During the cross examination, lawyer Ahmed Gomaa, representing the accused Mahmoud Sayed Abdel Hafez Essawy, questioned coroner Ayman Hussein Mohamed, who had conducted the autopsy on the two victims Heba El-Akkad and Nadine Khaled and also examined Essawy.
Mohamed said that there was no evidence on the two dead bodies suggesting that Essawy was at the scene of the crime, nor were there any signs of resistance by the late victims on the body of the accused.
The only injury on Essawy noted by the coroner was a cut in his right palm, which Essawy said was a knife accident.
The coroner said it was only a superficial cut, explaining the absence of Essawy’s blood traces in the murder scene or on the victims’ bodies.
The coroner conceded that a sharp metal object could have been used as the murder weapon but doubted that the victims could have died as a result of one stab as Essawy had confessed to the prosecution during the initial interrogation.

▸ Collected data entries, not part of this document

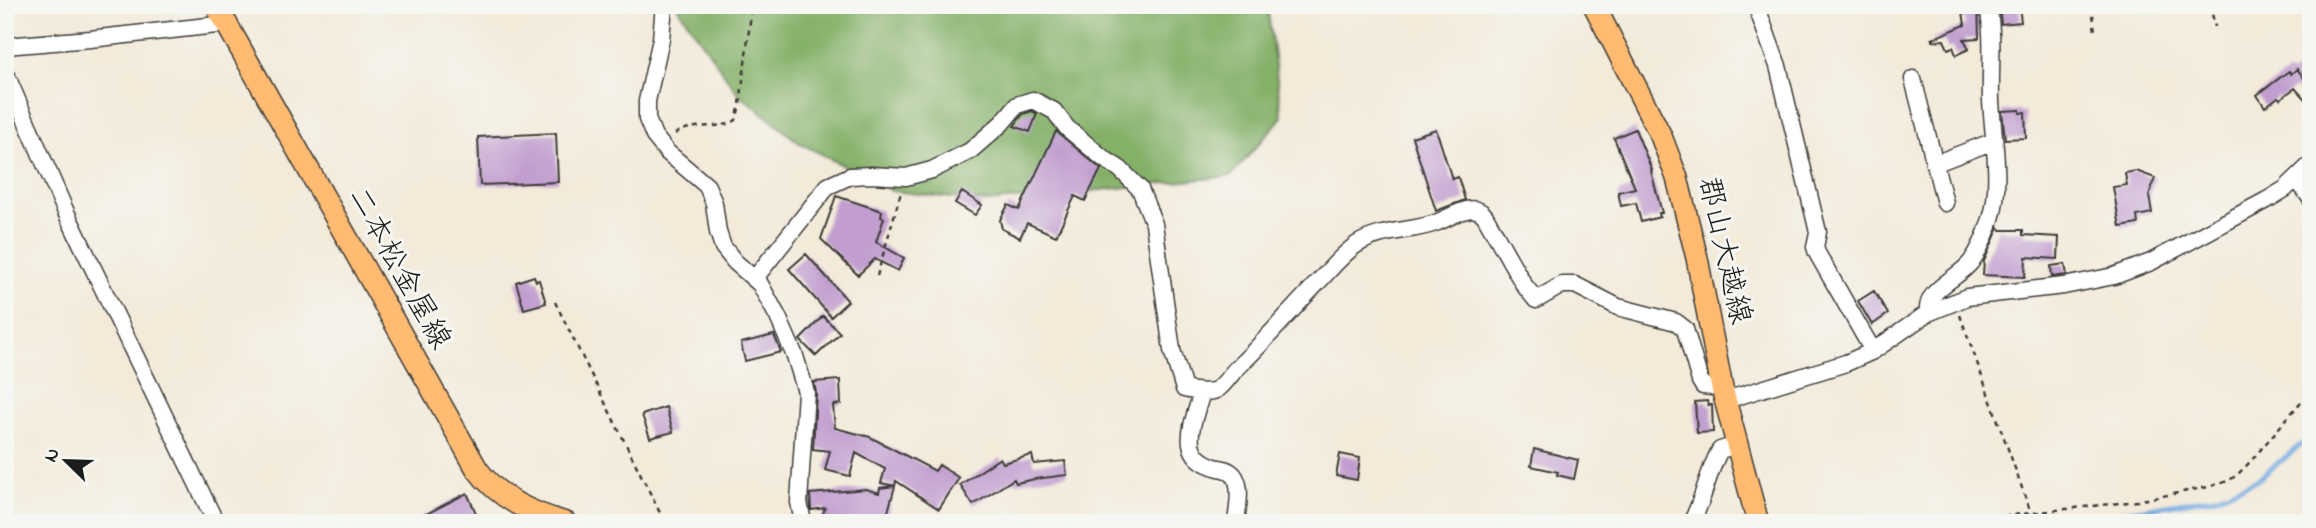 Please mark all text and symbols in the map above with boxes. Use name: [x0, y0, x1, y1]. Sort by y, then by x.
street label: 郡山大越線: [1685, 173, 1761, 329]
street label: 二本松金屋線: [335, 180, 461, 358]
north arrow: [32, 426, 102, 496]
text: N: [38, 444, 68, 467] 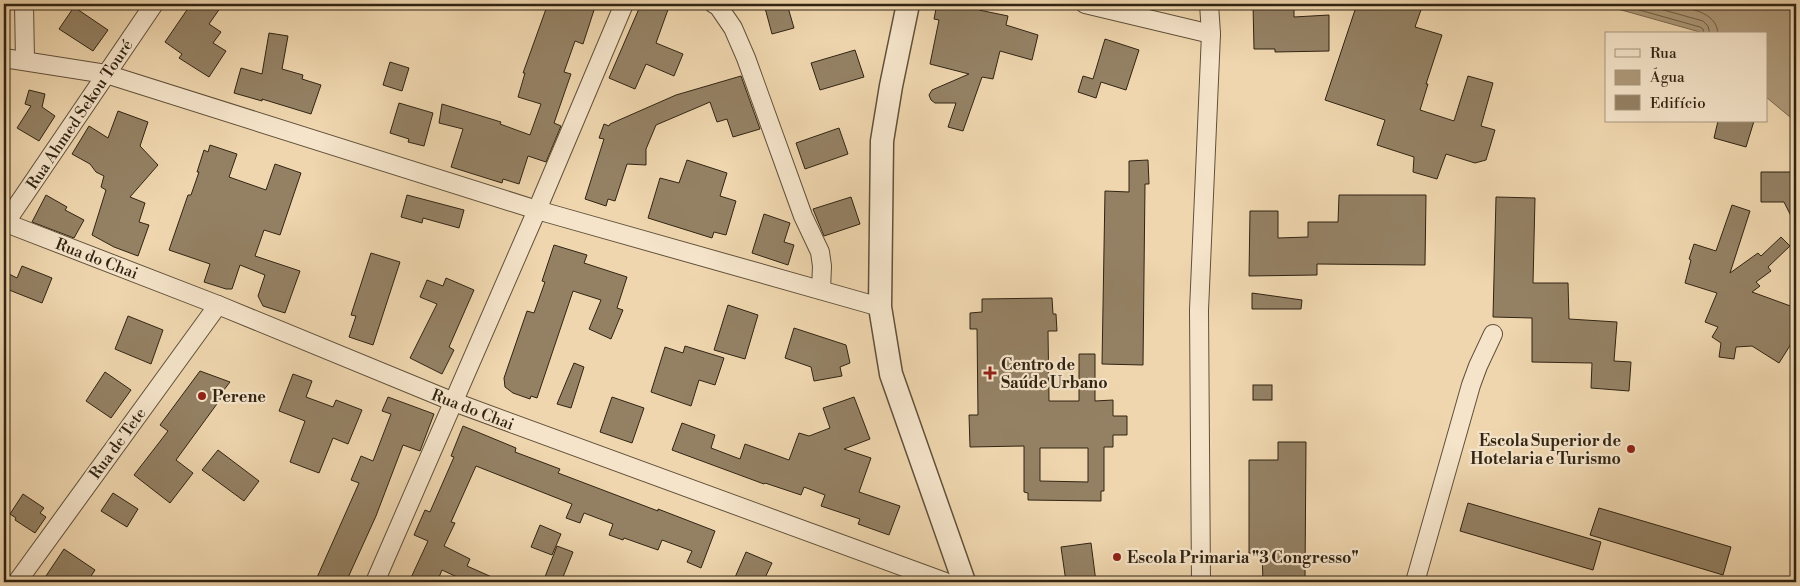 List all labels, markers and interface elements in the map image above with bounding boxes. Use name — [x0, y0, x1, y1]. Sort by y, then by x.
legend — [1605, 32, 1768, 122]
street label: Rua Ahmed Sekou Touré — [22, 36, 137, 193]
text: Rua — [1650, 44, 1677, 63]
text: Água — [1649, 67, 1685, 87]
text: Edifício — [1650, 94, 1706, 113]
street label: Rua do Chai — [53, 234, 141, 284]
place label: Centro de Saúde Urbano — [1001, 355, 1108, 393]
marker: Centro de Saúde Urbano — [983, 366, 997, 380]
street label: Rua do Chai — [429, 385, 517, 435]
place label: Perene — [212, 387, 266, 407]
marker: Perene — [196, 390, 208, 402]
street label: Rua de Tete — [85, 404, 150, 483]
place label: Escola Superior de Hotelaria e Turismo — [1470, 431, 1621, 469]
marker: Escola Superior de Hotelaria e Turismo — [1625, 443, 1637, 455]
place label: Escola Primaria "3 Congresso" — [1127, 548, 1359, 568]
marker: Escola Primaria "3 Congresso" — [1111, 551, 1123, 563]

He cited inconsistencies between the forensic evidence of how they were killed and the confessions extracted from the defendant.
The coroner further stated that there were “simple bruises on Essawy s legs which appeared after the murder was committed and could have been caused by beating.

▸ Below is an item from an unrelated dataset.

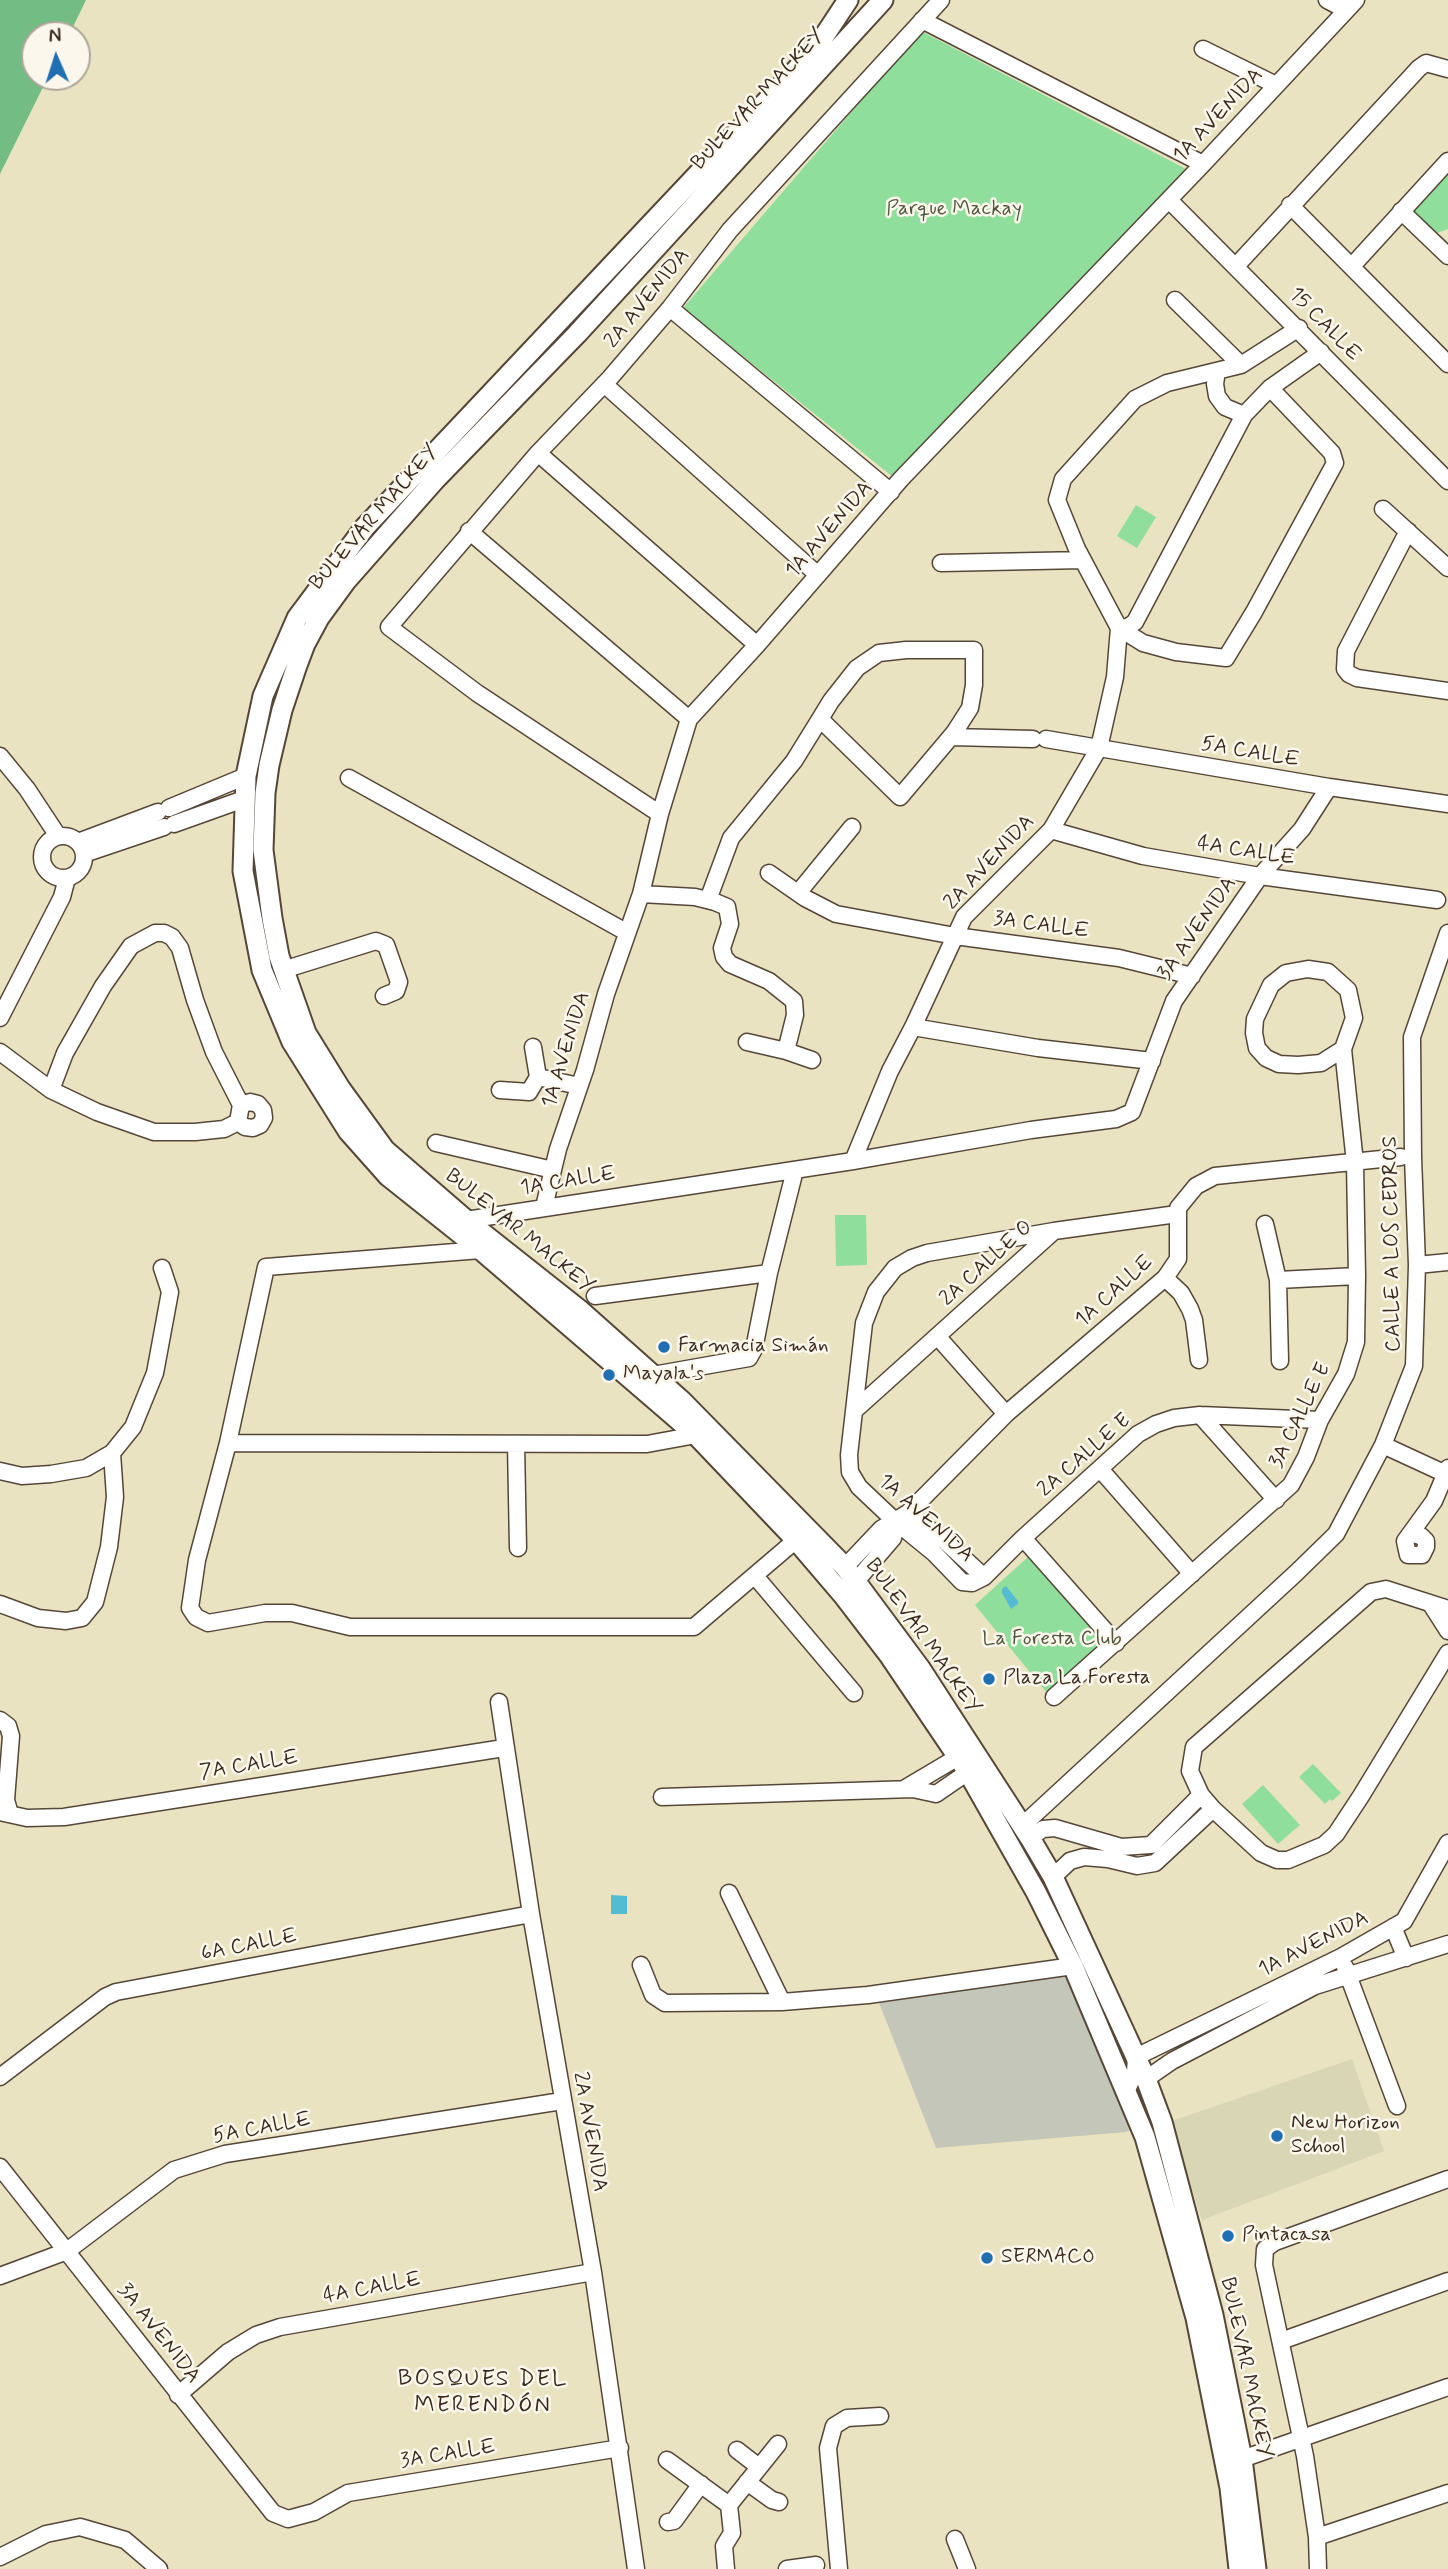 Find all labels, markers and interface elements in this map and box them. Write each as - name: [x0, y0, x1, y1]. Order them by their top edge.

Gomaa asked the court to reexamine Essawy’s undershirt, which the persecution claimed was retrieved from his home covered in the victims’ blood and demanded that the coroner investigate whether the blood was put there intentionally.
He also demanded the cross examination of General Mahmoud Al-Garhy, the Al-Nada compound resident who was the first to enter the crime scene, and Mohamed Al-Moslemany, the compound’s security director.
The court adjourned the trial until March 7 and agreed to all of Gomaa’s requests.
The hearing was conducted under strict security measures as there were more than six high-ranking police officials inside the courtroom.
No TV cameras or regular cameras were allowed inside the court session and, unlike last Saturday’s hearing, none of the victims’ families were present, while around six of Essawy’s relatives attended.
Essawy had pleaded not guilty to the murders and said that the confessions were extracted from him under duress, which Essam Shiha, one of the victims’ lawyers, completely rejects.
“He confessed without any pressure from anyone, but it’s normal for him to retract his statements now that he’s facing the death penalty, Shiha told Daily News Egypt.
Confident that he has a solid case, Shiha said he insisted that Essawy be charged under Article 234 of the penal code, which stipulates the death penalty for premeditated murder.
Gomaa, however, was equally confident of Essawy’s innocence. He has taken on this case pro bono.